- _PROVIDED DATA_:
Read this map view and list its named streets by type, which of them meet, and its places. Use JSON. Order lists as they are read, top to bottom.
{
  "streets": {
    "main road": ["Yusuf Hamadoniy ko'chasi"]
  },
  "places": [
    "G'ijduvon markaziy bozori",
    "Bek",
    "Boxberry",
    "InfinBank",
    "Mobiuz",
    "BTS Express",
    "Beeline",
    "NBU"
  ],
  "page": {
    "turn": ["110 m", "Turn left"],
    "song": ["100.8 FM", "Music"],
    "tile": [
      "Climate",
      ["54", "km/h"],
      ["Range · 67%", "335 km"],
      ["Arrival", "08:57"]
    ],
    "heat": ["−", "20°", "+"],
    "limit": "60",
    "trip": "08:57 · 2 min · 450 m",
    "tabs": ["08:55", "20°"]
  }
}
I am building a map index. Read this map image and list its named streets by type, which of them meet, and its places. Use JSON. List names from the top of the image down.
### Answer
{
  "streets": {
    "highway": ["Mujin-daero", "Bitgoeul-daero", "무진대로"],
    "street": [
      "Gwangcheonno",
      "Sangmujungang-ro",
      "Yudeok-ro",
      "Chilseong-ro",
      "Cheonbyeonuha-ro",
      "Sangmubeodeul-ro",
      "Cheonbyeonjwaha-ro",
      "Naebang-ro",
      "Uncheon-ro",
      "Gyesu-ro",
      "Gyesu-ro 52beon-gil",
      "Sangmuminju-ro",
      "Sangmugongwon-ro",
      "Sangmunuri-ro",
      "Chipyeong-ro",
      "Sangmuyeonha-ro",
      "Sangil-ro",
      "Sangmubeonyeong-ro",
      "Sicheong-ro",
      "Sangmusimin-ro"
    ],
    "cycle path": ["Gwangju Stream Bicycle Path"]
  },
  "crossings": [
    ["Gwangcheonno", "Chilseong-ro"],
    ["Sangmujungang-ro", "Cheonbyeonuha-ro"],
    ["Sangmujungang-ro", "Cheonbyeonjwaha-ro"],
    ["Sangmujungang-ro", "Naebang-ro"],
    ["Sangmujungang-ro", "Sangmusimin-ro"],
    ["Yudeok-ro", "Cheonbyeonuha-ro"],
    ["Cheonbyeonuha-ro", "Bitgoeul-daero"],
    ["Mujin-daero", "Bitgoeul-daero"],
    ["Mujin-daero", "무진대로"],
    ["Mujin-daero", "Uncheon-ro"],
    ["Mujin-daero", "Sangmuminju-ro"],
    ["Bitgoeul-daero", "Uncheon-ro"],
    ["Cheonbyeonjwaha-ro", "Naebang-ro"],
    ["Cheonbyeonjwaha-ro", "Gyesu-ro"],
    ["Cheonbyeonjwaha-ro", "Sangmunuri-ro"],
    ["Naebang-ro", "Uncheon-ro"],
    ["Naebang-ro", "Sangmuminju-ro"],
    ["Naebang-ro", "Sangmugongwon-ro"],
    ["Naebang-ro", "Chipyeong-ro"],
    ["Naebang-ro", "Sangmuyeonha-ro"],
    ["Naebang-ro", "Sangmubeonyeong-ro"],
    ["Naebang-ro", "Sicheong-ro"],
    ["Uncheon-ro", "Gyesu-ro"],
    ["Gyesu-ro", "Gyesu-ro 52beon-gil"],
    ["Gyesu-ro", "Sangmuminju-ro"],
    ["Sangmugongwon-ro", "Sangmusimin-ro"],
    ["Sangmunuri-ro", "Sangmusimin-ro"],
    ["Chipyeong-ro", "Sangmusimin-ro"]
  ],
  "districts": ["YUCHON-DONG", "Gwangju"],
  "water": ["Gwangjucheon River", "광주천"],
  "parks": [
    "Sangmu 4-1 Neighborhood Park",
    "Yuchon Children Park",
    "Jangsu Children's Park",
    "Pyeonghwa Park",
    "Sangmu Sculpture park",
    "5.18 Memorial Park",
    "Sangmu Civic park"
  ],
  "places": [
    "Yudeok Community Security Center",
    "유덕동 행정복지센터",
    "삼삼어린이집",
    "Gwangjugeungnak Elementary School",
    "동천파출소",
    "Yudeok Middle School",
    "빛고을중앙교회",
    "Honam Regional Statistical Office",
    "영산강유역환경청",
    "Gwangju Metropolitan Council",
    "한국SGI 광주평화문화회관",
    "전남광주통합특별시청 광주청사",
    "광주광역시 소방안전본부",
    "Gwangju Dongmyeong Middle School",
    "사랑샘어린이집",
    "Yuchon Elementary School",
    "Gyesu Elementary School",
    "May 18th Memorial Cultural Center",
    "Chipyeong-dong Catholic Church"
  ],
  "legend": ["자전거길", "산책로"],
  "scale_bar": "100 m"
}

- _EXERCISE_: Reproduce word for word the lines of the records above, beginning at the first and ending with the line where "I am building" appears, and nothing past it.

- _TASK RESPONSE_:
Read this map view and list its named streets by type, which of them meet, and its places. Use JSON. Order lists as they are read, top to bottom.
{
  "streets": {
    "main road": ["Yusuf Hamadoniy ko'chasi"]
  },
  "places": [
    "G'ijduvon markaziy bozori",
    "Bek",
    "Boxberry",
    "InfinBank",
    "Mobiuz",
    "BTS Express",
    "Beeline",
    "NBU"
  ],
  "page": {
    "turn": ["110 m", "Turn left"],
    "song": ["100.8 FM", "Music"],
    "tile": [
      "Climate",
      ["54", "km/h"],
      ["Range · 67%", "335 km"],
      ["Arrival", "08:57"]
    ],
    "heat": ["−", "20°", "+"],
    "limit": "60",
    "trip": "08:57 · 2 min · 450 m",
    "tabs": ["08:55", "20°"]
  }
}
I am building a map index. Read this map image and list its named streets by type, which of them meet, and its places. Use JSON. List names from the top of the image down.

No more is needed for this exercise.